I've been working for progressive, social justice nonprofits and been active on various electoral and community organizing campaigns for the past thirteen years. That doesn't make me a hardened, wizened veteran by any means, but it also means that I've seen a few things. And yes, I've become more and more cynical every year I witness the increasing degradation of our amazing planet's natural resources, the war-profiteering of privileged (mostly) white men in conservative suits, the unjust criminalization of poor people of color and young people, the governmental neglect of places like post-Katrina New Orleans and the Gulf South, and more and more impoverished people roaming the streets of the wealthiest country in the world.

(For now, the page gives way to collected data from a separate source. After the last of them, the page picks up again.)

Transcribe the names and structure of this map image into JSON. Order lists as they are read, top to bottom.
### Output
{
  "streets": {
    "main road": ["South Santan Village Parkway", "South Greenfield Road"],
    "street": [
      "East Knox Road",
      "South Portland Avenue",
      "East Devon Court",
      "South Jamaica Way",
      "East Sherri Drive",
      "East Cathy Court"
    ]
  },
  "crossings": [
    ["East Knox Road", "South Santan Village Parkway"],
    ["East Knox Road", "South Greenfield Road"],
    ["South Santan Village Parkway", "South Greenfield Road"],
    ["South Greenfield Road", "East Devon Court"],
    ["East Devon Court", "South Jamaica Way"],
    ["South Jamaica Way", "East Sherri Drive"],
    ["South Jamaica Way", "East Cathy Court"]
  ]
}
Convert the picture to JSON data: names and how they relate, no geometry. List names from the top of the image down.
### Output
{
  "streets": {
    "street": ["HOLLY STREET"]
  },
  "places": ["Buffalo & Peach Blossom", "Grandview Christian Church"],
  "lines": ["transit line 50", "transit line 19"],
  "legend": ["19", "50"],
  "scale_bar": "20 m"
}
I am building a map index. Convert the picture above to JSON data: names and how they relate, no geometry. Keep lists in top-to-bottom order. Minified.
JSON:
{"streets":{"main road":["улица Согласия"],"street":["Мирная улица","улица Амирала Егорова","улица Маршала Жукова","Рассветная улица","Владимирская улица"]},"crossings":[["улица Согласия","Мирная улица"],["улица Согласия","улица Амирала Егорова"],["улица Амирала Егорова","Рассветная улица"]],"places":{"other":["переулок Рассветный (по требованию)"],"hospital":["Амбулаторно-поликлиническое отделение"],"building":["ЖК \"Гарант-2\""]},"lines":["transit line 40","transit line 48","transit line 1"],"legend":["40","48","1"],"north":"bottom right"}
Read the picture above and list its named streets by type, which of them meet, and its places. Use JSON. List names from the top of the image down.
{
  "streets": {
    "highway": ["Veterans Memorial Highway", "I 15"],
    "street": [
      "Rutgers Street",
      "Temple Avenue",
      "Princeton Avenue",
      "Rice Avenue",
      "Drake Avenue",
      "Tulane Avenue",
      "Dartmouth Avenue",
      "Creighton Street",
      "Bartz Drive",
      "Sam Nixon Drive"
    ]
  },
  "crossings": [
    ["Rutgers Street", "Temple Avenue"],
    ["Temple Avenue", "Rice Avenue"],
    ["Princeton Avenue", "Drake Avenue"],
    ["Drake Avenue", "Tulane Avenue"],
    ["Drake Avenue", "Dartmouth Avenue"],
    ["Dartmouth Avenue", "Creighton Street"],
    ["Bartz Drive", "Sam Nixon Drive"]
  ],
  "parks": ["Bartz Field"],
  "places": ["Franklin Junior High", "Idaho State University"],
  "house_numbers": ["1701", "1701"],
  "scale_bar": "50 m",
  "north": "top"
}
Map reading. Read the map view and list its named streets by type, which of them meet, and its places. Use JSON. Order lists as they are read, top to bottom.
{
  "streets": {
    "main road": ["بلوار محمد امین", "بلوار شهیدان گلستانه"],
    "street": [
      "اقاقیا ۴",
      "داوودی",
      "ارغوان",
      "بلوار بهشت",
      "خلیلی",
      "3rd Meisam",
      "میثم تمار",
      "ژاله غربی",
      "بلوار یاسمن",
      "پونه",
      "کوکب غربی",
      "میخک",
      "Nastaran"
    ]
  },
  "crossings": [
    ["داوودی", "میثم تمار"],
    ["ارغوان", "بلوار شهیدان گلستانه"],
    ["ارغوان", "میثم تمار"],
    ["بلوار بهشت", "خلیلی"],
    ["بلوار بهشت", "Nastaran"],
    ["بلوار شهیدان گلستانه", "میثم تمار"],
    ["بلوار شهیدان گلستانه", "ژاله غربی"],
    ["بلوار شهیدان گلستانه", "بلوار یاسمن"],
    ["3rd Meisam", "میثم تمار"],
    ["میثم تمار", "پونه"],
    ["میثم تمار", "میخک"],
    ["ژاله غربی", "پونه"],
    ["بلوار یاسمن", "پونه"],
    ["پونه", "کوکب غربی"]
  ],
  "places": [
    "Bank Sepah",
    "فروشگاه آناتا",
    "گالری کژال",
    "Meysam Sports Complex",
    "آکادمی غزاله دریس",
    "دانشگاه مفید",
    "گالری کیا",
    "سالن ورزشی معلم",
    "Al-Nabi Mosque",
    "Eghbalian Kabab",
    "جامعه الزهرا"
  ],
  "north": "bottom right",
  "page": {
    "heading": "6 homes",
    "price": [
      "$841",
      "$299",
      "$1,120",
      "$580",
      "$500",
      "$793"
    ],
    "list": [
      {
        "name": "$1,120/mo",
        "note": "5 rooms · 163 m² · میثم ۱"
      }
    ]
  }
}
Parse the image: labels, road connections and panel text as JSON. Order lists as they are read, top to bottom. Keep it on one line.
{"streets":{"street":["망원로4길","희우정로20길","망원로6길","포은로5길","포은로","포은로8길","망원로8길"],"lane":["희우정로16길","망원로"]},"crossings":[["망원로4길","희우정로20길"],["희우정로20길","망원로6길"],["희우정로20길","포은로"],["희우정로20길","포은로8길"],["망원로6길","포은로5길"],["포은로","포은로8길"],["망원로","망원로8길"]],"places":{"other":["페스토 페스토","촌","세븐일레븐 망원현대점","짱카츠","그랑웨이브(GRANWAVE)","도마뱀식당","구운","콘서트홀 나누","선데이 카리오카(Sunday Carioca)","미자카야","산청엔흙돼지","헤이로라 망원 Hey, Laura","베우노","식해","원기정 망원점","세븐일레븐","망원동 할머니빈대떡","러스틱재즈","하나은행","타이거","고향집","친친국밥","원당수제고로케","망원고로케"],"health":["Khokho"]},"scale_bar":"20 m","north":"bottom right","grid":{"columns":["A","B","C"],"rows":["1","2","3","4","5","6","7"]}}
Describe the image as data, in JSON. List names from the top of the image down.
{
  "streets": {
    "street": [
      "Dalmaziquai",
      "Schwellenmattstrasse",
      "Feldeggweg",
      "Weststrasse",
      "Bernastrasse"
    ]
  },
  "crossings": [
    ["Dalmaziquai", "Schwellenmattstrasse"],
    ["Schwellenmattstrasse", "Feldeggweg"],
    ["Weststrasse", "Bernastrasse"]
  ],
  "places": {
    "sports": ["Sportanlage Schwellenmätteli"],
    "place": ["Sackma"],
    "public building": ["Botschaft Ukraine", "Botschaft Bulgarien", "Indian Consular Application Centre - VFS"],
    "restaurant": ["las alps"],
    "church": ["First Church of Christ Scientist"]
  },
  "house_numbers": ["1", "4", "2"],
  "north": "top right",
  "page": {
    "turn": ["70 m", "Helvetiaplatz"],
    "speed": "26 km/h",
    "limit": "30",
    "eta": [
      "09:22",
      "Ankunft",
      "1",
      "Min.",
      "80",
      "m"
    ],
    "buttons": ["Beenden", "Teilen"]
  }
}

And even though I've drawn lots of inspiration from the young people that develop into amazing leaders at Californians for Justice where I have had the privilege to work for the past four years, I do believe that, for the most part, I'd become a bit bitter about American politics. I think a part of my heart had really given up on this country, on the potential of the people who live here to come together, help each other, and work for a better world.
Tonite, I started to feel an emotion that I think I hadn't felt for more than a fleeting few moments for a long, long time. I was watching Barack Obama make his acceptance speech as the Democratic Presidential nominee, and I felt a stirring in my heart that felt both new and familiar. I can remember feeling this emotion when I first started doing activist work, and saw what ordinary people were willing to do to create a better future for themselves and their children. I've felt this feeling when I see a young person--who came to CFJ barely being able to speak in a group of ten other students--stand up in front of two-hundred people and make a passionate, articulate and intelligent speech. I felt this emotion when I've protested with Filipino WWII veterans in front of the White House, or at a UC Regents meeting, or at a hotel workers picket in San Francisco.
This feeling is Hope. Yes, Hope with a capital 'H'. I know it sounds hokey and sentimental and silly on some levels, but this the truth and this is real. I feel hope for the future of this country and this planet for the first time in a long while. I don't think even I realized how long it'd been since I truly felt hopeful about regular American people of all races and creeds and backgrounds being able to come together to do something good for the world. Hope, it's a powerful feeling.
And I have to admit, it feels really, really good.